* **How to complete this task**: Read the listing and extract each line that includes the word "park".

* **The records**:
+-------+

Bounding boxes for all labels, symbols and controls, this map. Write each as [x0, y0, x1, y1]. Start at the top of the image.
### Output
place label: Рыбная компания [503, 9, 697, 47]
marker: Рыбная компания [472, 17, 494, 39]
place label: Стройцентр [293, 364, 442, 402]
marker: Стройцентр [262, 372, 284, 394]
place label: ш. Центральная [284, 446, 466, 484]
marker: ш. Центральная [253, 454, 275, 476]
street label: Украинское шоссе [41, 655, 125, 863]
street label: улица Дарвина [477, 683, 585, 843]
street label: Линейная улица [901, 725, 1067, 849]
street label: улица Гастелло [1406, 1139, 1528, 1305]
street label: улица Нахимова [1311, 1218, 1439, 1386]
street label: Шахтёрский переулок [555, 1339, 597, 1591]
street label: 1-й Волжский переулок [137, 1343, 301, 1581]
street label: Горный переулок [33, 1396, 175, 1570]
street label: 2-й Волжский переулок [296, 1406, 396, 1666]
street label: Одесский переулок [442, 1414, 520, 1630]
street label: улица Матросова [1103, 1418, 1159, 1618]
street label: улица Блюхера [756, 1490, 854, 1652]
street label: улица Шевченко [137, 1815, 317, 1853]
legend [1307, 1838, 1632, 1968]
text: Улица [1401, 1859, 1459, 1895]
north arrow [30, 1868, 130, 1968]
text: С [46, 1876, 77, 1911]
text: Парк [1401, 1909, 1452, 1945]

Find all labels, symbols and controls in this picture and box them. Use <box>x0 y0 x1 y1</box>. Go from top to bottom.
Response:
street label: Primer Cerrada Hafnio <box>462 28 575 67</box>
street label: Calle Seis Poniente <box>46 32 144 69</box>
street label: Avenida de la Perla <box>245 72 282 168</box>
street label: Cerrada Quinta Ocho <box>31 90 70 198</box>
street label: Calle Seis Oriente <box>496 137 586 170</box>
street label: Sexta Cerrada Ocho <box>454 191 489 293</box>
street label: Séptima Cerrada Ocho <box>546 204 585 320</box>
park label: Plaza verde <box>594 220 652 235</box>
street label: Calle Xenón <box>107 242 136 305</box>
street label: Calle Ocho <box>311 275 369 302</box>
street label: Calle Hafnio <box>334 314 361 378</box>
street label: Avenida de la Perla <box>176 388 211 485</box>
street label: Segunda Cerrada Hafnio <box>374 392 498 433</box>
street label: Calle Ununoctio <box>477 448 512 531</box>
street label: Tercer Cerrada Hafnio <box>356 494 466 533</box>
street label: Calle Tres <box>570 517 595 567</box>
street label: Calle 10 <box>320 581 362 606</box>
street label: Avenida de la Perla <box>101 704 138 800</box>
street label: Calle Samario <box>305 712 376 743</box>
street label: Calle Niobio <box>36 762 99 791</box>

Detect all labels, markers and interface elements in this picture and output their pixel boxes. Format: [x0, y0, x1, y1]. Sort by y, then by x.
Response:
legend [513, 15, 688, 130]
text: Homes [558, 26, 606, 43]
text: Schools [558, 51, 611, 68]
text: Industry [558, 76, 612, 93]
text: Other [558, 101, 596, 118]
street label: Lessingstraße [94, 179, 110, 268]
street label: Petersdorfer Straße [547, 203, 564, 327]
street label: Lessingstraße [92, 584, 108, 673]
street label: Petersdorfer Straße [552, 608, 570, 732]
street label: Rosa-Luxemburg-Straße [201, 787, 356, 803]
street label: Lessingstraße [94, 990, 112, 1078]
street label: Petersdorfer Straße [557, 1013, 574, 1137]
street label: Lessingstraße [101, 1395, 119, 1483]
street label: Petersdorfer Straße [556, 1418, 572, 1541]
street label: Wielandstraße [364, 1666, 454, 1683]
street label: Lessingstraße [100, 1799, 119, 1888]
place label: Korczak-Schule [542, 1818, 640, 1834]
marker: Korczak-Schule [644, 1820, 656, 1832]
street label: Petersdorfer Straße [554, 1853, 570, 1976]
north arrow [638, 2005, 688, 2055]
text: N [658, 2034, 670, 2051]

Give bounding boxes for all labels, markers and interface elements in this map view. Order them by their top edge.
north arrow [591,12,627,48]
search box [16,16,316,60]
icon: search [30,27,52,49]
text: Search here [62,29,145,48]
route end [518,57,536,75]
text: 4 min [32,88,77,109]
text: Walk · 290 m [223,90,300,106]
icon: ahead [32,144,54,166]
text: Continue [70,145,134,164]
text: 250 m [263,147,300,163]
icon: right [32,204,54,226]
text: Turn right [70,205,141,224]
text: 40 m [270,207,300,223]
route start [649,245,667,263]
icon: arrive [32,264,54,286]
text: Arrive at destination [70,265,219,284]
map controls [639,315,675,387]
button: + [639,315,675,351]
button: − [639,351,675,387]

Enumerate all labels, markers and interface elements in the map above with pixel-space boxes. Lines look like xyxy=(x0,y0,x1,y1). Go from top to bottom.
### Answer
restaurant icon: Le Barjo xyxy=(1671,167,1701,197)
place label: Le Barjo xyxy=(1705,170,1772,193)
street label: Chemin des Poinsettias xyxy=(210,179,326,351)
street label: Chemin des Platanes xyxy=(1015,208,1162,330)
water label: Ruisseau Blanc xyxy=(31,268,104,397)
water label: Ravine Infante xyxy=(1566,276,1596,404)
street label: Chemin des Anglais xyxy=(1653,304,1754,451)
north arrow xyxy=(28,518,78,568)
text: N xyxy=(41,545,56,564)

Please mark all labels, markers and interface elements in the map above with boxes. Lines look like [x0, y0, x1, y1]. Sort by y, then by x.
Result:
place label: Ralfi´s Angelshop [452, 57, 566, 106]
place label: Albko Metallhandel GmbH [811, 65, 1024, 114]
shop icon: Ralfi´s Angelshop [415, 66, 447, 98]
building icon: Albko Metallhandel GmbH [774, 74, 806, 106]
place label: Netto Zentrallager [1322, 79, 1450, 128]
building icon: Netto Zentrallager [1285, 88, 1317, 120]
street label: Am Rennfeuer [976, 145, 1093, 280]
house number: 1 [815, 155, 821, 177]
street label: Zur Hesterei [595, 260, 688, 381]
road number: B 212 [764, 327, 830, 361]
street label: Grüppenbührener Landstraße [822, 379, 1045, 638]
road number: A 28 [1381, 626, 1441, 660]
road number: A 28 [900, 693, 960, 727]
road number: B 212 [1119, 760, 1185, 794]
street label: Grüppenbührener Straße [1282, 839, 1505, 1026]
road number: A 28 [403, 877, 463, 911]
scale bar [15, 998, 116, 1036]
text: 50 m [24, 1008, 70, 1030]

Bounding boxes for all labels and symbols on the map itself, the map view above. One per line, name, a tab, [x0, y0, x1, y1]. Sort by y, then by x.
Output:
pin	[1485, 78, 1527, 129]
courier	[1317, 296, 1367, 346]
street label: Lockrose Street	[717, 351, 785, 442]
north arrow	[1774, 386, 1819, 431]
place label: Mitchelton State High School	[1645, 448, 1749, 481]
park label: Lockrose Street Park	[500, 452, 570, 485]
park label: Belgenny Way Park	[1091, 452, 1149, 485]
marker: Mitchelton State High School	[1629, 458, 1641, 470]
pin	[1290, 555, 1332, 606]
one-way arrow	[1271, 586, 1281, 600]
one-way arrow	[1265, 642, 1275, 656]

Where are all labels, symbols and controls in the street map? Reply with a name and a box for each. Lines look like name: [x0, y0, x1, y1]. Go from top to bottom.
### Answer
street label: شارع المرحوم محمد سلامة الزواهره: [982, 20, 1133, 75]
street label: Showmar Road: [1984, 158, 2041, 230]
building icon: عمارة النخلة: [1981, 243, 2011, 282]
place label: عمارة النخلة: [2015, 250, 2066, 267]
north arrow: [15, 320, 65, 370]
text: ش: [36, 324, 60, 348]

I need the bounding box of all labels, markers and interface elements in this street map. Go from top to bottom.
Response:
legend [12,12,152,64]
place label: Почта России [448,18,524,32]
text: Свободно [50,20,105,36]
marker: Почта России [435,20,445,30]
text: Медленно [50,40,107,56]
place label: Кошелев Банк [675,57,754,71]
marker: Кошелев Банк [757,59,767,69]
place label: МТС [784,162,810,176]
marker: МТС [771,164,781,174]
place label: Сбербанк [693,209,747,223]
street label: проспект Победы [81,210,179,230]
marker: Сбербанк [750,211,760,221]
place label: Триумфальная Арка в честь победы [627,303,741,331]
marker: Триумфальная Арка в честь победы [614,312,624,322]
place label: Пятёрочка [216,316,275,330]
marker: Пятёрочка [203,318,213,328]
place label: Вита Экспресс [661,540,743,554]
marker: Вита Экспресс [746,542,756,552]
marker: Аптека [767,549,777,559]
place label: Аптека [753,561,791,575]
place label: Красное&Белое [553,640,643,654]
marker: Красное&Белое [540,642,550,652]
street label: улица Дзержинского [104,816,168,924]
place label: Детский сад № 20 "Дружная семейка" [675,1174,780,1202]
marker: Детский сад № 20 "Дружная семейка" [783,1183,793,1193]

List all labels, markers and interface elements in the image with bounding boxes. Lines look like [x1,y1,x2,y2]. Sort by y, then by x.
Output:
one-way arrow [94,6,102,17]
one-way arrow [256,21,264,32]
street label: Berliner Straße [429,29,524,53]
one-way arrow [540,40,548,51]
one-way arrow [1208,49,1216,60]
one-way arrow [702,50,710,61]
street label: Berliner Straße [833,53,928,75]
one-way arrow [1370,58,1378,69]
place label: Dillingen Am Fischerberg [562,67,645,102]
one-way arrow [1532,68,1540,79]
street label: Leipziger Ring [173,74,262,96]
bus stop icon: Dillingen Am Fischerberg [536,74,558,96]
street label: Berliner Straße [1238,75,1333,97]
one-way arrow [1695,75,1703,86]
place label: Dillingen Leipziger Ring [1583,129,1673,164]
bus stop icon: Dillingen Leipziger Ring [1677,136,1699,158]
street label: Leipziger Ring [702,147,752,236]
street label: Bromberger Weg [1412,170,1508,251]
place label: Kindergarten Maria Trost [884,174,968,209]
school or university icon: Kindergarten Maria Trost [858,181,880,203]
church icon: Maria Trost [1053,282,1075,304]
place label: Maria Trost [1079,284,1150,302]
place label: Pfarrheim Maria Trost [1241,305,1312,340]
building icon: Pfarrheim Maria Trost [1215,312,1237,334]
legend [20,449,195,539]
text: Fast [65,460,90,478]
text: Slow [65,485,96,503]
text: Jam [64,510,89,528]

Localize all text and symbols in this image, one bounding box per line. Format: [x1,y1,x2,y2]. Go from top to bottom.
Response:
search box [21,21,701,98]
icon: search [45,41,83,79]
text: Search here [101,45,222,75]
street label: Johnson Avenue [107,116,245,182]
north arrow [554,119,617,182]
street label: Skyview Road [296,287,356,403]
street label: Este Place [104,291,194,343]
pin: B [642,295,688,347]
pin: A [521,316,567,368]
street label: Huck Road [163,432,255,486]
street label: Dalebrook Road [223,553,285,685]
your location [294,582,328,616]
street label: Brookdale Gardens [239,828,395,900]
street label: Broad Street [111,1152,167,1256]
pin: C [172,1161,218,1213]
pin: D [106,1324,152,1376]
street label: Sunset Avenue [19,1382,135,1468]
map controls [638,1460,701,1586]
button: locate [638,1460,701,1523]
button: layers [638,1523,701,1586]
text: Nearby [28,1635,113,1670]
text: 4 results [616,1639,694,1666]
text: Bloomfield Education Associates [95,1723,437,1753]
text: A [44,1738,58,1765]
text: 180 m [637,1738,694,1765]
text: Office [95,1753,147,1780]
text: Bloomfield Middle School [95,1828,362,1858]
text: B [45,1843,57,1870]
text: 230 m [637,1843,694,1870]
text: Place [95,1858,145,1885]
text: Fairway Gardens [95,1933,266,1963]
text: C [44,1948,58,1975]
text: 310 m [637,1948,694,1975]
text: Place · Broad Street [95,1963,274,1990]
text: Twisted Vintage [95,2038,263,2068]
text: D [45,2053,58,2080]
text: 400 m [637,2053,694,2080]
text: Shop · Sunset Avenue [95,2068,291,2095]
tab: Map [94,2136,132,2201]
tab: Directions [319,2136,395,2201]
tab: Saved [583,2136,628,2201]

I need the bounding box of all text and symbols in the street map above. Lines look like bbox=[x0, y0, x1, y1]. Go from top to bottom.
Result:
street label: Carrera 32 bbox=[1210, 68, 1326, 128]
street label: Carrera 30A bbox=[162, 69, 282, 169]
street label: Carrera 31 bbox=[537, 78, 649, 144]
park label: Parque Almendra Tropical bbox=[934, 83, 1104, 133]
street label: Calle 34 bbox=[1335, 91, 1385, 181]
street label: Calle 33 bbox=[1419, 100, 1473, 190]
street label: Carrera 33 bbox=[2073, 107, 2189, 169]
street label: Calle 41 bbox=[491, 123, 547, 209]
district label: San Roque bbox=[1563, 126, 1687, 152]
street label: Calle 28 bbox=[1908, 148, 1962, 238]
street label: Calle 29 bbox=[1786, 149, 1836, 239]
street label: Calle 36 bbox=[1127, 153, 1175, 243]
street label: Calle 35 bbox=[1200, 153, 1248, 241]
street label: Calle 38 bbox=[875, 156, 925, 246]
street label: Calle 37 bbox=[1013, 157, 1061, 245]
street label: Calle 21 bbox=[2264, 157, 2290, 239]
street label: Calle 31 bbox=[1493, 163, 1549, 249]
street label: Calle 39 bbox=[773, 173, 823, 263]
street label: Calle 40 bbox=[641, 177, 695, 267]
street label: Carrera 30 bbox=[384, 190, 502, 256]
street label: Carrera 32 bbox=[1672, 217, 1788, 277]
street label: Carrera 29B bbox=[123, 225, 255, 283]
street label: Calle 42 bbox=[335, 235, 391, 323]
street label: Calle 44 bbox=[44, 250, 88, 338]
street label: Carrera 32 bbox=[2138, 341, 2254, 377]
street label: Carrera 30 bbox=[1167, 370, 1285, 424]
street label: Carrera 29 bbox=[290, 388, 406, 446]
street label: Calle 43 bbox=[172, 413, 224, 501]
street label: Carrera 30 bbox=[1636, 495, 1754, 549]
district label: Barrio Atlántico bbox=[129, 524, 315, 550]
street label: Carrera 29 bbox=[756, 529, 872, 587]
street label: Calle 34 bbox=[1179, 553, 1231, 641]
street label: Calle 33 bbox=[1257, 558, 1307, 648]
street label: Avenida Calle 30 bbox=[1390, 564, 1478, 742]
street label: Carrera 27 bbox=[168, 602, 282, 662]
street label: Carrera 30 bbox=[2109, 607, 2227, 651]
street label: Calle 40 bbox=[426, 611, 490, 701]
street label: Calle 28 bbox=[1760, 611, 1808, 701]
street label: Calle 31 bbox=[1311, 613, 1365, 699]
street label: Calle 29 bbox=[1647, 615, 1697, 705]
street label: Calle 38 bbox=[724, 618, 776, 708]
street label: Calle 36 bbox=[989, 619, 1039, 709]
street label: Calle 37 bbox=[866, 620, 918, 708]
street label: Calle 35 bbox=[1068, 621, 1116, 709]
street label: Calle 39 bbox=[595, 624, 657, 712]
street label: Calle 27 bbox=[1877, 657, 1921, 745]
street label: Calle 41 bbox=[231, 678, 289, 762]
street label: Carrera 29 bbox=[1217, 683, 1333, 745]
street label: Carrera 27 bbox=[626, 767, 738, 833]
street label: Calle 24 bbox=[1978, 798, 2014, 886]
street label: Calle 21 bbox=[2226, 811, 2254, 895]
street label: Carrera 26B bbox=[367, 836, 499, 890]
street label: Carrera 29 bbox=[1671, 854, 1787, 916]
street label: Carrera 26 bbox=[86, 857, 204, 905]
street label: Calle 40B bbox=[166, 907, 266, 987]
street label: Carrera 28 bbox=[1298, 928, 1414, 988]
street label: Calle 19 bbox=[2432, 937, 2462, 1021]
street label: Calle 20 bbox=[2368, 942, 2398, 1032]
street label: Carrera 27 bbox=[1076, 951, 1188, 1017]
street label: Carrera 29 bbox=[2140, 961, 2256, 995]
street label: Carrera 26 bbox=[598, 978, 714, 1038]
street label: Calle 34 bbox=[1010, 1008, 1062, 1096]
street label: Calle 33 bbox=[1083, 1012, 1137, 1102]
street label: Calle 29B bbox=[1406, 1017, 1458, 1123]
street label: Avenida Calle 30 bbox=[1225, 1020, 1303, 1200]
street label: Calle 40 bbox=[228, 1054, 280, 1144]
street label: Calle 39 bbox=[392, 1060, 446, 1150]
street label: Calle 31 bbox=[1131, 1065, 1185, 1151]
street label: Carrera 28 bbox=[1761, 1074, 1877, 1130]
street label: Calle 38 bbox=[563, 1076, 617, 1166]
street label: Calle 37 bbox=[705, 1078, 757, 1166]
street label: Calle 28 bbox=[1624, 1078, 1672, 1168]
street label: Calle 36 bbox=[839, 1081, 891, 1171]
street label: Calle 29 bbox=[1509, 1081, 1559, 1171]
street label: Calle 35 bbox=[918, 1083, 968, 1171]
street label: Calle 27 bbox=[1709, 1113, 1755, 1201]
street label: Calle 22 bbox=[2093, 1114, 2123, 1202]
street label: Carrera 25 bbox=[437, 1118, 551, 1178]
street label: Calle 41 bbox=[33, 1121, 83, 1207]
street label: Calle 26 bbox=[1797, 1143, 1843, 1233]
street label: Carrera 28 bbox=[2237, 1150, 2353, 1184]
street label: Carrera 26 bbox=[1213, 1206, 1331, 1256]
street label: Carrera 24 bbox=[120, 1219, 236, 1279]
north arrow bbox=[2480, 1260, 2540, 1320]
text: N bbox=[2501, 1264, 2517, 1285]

+-------+

* **Result**:
park label: Plaza verde <box>594 220 652 235</box>
park label: Lockrose Street Park	[500, 452, 570, 485]
park label: Belgenny Way Park	[1091, 452, 1149, 485]
park label: Parque Almendra Tropical bbox=[934, 83, 1104, 133]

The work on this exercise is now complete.